I think giving back to others is a way of paying it forward. The Delos Project has only been possible because of others giving to us. The more we give back and spread positivity, the more it spreads around the globe. Giving is infectious and has no side effects, so that’s the ethos we try and live by.
A new and exciting initiative that we have become involved in is the Ocean Research Project. We donated money to purchase equipment for environmental and fish migration research. We also provide data to this project by using an acoustic fish tracking device onboard and send the data back to the US for analysis. After witnessing the devastating effects of single-use plastics on beaches all around the world, we are so glad that we can do our small part for the environment.
Another charity that we feel strongly about is BASE Camp, a cancer foundation specifically targeted at helping improve the lives of kids with cancer. The Delos crew donated to their Marine Fund, which focuses on getting cancer survivors out on the water. We also sponsored a group of kids and their parents to come down to Pampano Beach and visit us aboard Delos for a weekend of fun.
In the future, SV Delos would like to explore sailing programs around the world. It would be incredible to take kids from underprivileged areas out sailing, to teach them about the environment and how important the ocean is to the health of our planet. Education is the only way we will be able to take care of the earth, and if we can contribute to that, even in a small way, then that makes our journey all the more worthwhile.
I’ve learned to value time and relationships above all else.
When I first started sailing, I felt guilty, coming from a life where my awake time was neatly segmented into little 50-minute chunks, with 10 minutes in between to run to the next meeting.

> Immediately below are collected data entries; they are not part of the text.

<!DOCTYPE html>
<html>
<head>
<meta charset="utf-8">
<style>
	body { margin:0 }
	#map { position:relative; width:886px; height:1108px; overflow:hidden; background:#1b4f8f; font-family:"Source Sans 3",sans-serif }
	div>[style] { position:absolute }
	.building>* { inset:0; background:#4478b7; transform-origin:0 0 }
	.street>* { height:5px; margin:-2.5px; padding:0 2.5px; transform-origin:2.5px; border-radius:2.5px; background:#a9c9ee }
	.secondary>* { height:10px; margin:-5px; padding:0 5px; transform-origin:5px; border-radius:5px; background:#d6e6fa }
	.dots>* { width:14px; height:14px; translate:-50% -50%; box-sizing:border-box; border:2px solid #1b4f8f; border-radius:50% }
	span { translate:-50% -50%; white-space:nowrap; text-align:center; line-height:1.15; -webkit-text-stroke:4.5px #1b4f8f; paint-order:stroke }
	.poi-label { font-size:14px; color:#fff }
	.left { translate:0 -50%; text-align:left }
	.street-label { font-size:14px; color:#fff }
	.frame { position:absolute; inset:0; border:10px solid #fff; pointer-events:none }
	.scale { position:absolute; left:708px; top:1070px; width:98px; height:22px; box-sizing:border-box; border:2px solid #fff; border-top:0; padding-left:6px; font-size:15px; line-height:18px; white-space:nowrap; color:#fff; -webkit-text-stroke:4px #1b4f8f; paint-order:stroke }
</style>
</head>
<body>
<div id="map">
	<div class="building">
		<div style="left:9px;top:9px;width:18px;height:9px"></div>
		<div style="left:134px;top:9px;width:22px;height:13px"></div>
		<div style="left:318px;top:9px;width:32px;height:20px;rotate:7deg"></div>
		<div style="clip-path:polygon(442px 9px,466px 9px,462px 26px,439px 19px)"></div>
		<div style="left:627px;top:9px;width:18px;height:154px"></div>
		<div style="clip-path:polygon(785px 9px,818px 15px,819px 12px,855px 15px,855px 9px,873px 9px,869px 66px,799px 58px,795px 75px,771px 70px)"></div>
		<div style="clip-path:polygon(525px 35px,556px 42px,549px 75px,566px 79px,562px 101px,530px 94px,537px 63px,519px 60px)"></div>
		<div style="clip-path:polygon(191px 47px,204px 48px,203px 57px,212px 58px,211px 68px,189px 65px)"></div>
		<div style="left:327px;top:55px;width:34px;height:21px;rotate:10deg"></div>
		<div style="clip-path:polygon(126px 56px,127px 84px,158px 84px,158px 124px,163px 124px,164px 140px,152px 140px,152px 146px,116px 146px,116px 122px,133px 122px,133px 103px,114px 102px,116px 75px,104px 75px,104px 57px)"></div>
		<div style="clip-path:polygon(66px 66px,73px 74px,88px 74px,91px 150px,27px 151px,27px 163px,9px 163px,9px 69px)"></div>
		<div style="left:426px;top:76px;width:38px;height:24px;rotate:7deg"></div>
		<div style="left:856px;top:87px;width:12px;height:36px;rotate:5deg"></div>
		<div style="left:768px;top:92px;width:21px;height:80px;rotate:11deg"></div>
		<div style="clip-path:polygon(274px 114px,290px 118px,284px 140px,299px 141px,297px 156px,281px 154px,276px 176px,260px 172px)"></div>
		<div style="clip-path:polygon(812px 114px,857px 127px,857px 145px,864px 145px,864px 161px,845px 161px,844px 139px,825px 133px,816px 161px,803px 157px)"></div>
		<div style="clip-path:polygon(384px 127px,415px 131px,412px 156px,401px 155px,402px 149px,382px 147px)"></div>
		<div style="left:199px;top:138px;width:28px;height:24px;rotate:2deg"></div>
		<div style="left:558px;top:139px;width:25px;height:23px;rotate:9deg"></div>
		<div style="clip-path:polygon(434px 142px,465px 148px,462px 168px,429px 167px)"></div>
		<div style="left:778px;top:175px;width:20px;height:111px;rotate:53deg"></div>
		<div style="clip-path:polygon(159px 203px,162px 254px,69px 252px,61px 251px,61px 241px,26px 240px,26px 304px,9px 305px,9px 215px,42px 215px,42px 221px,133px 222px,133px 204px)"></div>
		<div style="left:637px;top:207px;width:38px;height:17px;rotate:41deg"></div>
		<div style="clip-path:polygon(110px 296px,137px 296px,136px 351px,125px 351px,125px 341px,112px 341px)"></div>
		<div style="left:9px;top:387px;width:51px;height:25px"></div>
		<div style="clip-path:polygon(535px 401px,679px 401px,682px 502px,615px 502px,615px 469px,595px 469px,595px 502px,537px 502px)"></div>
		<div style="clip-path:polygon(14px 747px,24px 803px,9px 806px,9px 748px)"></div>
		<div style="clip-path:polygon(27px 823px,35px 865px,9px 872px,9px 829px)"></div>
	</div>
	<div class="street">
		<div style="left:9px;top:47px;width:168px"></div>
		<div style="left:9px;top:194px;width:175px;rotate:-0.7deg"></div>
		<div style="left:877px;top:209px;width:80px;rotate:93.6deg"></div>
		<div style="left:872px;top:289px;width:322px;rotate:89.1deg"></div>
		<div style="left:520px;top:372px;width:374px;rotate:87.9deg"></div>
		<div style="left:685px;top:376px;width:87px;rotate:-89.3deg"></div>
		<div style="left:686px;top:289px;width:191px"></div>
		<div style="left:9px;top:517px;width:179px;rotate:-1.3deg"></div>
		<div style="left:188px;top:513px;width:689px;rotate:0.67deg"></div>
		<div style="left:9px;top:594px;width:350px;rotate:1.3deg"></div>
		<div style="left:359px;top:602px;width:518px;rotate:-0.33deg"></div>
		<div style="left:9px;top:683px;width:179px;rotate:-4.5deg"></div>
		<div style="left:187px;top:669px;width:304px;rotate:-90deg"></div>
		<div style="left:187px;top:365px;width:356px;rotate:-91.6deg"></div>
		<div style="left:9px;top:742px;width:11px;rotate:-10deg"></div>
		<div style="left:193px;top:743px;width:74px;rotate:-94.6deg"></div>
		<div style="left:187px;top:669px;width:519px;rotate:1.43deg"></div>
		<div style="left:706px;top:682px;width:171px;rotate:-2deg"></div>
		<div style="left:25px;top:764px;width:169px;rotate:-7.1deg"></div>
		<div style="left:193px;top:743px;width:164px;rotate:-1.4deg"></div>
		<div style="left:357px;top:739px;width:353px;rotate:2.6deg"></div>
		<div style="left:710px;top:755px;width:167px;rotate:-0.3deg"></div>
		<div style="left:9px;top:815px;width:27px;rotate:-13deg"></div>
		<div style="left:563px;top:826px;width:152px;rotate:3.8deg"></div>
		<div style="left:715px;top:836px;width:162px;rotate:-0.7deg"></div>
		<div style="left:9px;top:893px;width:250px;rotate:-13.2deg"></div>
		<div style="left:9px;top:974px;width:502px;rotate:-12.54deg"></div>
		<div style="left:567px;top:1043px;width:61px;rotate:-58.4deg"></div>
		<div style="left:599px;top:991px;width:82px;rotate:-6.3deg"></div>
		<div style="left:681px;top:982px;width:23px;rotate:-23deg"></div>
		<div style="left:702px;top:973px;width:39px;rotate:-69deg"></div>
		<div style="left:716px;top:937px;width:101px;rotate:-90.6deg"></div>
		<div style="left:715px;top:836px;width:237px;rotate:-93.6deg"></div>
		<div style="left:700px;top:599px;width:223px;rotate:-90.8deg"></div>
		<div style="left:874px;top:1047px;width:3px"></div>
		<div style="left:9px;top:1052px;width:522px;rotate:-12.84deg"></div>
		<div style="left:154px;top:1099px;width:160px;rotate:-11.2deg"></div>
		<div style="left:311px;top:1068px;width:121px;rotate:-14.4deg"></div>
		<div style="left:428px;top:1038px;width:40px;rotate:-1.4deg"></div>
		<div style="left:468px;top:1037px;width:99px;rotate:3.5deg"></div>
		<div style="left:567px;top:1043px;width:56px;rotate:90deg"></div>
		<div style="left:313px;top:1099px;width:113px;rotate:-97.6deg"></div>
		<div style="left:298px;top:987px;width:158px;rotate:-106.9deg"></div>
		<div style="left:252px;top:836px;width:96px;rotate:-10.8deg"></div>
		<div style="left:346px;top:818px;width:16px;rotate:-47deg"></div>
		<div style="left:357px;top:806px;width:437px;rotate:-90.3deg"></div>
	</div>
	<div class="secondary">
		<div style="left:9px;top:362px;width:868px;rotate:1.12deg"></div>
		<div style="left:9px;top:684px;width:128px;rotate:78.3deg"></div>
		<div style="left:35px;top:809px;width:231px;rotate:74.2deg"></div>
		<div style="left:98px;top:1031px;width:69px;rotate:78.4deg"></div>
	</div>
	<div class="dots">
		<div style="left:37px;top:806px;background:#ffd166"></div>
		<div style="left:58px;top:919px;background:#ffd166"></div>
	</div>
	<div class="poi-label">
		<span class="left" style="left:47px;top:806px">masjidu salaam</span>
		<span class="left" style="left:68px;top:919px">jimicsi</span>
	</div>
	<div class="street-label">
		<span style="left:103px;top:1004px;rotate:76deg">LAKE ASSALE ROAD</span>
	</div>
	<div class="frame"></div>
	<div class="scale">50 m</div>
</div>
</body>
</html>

When I started living on the boat full-time, my system was in shock.
Initially, I felt like I should always busy myself with some task or another, like working on the boat, exploring, or sailing to the next destination. Now, years later, I find myself appreciating the beauty of doing nothing. I’ve learned that there is absolutely no point if you aren’t enjoying where you are RIGHT NOW with the people that are the most important to you in life.
Sailing the world has taught me to be more patient and accepting of situations that I don’t have control over. When the tide is against you, you know that it will eventually change and flow in the right direction. This same principle can be applied to all of life’s problems.
Finally, I have learned to appreciate moving slower; and the more I sail, the slower I want to do it. Time can feel like it is moving so fast; I want to try and slow it down as much as possible. Traveling by boat has allowed us to get to know a place from a local’s perspective. The amount of amazing people we have met around the world is incredibly humbling!
Sailing has brought us an increased awareness of the state of our environment and the need for action.
Being able to live sustainably is important to me; I love the fact that we have everything we need onboard Delos to live off the grid for months at a time. We can make our own water, harness the sun and wind’s power, and carry or catch our own food — all with a near zero carbon footprint.
We also avoid placing an unnecessary burden on the communities we visit because we are self-sustainable. There is nothing quite like the feeling of setting sail knowing that you can go anywhere you like, even the other side of the world and take all the comforts of your home with you.
And while it may be difficult at times, if there is a central theme I have seen in Delos followers, it’s that Delos has helped them realize they too are capable of breaking free. As Nelson Mandela said, “to be free is not merely to cast off one’s chains, but to live in a way that respects and enhances the freedom of others.”.